**Input data:**
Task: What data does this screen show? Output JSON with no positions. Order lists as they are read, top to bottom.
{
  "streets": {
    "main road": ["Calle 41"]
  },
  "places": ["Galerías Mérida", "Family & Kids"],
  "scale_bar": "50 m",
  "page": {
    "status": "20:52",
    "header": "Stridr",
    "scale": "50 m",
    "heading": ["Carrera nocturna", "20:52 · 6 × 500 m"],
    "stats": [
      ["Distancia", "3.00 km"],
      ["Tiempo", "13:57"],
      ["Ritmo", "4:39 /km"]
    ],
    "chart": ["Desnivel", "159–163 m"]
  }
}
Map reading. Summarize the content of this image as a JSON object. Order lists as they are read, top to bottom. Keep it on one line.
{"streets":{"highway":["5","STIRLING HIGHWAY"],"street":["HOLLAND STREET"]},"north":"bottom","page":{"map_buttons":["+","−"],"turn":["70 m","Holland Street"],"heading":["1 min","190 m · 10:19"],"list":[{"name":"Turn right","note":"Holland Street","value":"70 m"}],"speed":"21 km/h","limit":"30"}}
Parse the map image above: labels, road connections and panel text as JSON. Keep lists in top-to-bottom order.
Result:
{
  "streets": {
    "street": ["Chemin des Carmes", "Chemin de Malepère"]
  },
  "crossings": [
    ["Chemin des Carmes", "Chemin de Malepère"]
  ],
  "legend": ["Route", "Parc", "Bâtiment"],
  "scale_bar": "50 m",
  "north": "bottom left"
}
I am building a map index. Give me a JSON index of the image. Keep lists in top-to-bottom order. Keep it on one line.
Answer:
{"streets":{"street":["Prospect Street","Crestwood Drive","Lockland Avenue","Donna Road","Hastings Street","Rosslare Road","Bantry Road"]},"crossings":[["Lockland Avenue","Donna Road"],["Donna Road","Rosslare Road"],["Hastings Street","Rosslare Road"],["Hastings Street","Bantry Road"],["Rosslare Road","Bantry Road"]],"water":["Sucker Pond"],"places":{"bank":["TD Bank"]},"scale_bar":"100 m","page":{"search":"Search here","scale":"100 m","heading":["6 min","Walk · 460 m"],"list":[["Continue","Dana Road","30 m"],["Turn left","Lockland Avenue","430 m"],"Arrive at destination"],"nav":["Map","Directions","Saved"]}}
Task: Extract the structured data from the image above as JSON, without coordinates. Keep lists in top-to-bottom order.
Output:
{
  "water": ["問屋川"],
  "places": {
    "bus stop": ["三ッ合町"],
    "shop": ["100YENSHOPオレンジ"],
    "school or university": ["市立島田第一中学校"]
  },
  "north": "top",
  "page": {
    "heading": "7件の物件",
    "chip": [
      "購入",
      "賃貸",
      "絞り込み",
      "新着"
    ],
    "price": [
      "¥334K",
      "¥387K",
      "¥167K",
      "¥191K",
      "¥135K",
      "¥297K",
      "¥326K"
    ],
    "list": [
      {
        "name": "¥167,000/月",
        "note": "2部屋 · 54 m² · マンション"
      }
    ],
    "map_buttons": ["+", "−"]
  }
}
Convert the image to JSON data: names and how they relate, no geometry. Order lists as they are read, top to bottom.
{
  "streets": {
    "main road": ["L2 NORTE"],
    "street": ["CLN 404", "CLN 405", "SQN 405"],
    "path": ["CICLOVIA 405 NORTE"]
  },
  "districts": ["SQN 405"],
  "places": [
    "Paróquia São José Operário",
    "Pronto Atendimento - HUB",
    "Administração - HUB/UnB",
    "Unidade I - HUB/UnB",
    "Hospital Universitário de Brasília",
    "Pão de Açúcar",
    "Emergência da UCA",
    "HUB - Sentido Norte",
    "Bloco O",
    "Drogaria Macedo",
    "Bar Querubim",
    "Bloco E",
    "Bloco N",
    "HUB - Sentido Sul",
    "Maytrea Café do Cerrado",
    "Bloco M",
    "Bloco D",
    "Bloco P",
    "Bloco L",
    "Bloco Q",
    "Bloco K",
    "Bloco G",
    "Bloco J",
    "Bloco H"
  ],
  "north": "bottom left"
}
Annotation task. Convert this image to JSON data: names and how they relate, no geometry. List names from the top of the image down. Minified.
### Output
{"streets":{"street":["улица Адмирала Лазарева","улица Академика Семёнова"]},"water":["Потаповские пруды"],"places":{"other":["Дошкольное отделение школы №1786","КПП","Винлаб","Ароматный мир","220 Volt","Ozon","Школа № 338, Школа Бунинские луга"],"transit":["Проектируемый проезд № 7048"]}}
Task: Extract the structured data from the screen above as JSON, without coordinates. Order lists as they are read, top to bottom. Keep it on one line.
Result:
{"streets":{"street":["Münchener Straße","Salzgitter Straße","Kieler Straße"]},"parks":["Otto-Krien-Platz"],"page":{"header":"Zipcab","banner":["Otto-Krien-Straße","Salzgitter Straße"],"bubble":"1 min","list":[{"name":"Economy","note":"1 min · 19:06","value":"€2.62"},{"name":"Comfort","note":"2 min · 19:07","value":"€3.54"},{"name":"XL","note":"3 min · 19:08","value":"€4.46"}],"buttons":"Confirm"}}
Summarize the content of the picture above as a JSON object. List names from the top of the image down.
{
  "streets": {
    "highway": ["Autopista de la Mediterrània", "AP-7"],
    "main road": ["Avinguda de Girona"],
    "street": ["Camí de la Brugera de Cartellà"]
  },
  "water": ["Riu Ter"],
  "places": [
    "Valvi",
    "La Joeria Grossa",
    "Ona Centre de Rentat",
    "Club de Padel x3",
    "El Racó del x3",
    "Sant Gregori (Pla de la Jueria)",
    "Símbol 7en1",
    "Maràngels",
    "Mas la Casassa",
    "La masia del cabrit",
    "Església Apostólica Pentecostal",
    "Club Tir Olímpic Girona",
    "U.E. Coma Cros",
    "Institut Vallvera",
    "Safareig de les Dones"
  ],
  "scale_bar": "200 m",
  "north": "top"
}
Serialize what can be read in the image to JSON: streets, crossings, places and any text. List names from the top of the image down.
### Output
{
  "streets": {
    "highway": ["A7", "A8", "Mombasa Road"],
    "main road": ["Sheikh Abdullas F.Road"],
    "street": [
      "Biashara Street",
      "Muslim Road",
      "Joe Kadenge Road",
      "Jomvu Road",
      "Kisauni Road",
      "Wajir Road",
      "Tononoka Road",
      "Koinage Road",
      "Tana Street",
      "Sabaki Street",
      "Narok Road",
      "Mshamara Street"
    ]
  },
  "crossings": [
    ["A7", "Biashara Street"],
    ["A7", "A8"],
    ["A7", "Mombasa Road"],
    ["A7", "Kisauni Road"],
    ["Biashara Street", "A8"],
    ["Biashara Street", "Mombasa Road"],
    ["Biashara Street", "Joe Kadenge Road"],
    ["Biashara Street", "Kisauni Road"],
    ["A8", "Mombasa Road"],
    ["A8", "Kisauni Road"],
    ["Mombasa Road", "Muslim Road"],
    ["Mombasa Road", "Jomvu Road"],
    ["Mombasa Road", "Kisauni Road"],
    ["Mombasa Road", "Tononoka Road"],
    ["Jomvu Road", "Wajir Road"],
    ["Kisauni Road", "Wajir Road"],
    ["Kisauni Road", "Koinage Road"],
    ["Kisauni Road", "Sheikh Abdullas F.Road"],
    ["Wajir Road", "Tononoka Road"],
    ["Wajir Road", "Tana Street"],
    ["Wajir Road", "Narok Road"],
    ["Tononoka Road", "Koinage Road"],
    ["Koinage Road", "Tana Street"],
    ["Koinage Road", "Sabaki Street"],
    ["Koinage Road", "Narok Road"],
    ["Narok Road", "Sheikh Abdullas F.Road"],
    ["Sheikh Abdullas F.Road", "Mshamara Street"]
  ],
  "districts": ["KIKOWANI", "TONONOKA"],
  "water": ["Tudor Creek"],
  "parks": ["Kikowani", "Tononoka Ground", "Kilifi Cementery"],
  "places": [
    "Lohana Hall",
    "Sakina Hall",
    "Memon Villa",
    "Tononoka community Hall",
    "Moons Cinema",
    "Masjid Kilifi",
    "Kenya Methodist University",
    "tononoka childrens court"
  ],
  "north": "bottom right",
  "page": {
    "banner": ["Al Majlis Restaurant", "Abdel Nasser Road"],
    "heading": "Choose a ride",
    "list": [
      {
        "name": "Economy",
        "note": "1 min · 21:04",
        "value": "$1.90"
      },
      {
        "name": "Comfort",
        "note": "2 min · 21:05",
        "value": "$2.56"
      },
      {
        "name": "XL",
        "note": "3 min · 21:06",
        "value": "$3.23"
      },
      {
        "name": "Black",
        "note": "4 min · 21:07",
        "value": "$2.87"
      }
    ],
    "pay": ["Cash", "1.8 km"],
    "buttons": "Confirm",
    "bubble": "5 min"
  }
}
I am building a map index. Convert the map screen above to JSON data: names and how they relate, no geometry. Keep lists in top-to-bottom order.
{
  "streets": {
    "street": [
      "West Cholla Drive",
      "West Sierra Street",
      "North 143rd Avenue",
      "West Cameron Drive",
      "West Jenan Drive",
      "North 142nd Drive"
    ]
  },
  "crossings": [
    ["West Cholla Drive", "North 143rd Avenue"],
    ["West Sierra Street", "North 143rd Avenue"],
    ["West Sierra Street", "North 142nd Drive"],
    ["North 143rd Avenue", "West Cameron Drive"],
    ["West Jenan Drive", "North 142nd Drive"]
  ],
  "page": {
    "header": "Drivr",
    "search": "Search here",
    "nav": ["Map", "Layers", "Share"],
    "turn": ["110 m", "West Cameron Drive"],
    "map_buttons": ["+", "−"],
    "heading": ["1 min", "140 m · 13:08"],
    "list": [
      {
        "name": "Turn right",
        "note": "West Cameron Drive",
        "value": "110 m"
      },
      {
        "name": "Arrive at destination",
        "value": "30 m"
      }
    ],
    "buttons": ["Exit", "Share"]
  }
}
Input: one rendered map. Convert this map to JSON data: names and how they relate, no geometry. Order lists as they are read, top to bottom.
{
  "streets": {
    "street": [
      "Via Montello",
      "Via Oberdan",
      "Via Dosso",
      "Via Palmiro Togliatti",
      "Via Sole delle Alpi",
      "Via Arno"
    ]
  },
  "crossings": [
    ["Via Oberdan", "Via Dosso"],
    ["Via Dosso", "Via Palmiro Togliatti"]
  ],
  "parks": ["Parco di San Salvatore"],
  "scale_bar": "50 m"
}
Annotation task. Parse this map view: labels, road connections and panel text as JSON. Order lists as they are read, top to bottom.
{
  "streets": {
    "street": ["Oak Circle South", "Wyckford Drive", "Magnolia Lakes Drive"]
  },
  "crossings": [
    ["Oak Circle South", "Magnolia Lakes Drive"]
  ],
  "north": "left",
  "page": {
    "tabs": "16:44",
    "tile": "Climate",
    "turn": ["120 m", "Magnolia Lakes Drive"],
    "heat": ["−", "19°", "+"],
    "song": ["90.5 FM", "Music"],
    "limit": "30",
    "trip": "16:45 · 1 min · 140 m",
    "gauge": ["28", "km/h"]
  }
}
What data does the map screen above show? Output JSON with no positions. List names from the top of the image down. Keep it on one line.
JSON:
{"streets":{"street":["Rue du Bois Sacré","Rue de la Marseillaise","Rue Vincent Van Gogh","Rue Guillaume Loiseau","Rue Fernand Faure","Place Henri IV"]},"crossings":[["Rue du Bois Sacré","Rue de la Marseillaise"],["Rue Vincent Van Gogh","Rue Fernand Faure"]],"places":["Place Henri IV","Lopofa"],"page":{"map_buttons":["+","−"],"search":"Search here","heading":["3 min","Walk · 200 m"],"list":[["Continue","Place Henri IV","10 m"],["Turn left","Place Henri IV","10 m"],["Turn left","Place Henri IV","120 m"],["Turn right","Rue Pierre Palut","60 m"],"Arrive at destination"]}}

**Description of the task:**
Reproduce exactly, and with no other material, the lines between those holding "Parse the map" and "I am building a map index. Give", inclusive.

**Answer to the problem:**
Parse the map image above: labels, road connections and panel text as JSON. Keep lists in top-to-bottom order.
Result:
{
  "streets": {
    "street": ["Chemin des Carmes", "Chemin de Malepère"]
  },
  "crossings": [
    ["Chemin des Carmes", "Chemin de Malepère"]
  ],
  "legend": ["Route", "Parc", "Bâtiment"],
  "scale_bar": "50 m",
  "north": "bottom left"
}
I am building a map index. Give me a JSON index of the image. Keep lists in top-to-bottom order. Keep it on one line.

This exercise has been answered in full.